What to produce:
Scan the data below. Pull out each line where "with" occurs.

Saved entries
◇ ◇ ◇ ◇

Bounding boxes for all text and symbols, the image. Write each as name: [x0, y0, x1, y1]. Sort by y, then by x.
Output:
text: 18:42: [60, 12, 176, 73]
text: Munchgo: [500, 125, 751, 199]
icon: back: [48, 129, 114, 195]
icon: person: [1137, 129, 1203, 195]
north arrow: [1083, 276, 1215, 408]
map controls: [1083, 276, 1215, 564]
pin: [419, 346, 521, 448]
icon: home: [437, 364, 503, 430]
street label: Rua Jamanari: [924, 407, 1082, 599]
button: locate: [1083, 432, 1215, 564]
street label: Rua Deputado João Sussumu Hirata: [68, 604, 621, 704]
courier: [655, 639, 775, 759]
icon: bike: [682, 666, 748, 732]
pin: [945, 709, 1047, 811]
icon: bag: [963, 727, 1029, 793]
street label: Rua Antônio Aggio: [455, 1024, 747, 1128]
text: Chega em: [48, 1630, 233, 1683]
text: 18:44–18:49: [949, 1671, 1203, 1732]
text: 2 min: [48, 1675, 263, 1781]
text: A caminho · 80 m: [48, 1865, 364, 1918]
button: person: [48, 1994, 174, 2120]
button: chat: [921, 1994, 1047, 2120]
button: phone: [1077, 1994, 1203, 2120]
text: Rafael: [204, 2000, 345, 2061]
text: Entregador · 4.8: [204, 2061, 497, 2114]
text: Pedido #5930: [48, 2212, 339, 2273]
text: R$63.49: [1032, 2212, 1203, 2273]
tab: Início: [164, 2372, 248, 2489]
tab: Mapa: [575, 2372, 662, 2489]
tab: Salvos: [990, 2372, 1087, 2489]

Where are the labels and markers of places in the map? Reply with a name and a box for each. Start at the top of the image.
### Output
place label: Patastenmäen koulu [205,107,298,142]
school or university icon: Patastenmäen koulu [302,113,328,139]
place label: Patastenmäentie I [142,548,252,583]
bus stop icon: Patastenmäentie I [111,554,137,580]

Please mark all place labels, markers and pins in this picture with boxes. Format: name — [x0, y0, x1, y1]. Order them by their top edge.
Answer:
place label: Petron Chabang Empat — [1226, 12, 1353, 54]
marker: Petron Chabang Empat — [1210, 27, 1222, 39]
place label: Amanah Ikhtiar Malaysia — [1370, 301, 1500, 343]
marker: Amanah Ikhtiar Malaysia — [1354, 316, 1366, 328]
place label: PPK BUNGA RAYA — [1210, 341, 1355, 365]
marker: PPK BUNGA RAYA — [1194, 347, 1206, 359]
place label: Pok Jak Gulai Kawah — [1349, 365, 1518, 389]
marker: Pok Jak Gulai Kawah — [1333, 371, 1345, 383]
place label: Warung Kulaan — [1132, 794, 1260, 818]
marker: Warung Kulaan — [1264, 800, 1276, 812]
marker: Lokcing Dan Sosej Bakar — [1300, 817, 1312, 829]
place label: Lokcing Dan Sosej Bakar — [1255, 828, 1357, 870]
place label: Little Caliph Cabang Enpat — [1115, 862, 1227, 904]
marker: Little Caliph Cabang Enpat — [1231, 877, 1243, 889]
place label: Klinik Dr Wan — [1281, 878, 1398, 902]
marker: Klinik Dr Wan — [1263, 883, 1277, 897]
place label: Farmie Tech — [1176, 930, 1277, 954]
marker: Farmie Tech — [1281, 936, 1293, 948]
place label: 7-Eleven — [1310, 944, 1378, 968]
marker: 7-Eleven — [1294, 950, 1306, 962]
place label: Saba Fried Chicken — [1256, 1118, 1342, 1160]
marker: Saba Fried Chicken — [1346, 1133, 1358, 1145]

◇ ◇ ◇ ◇

Written reply:
Where are the labels and markers of places in the map? Reply with a name and a box for each. Start at the top of the image.
Please mark all place labels, markers and pins in this picture with boxes. Format: name — [x0, y0, x1, y1]. Order them by their top edge.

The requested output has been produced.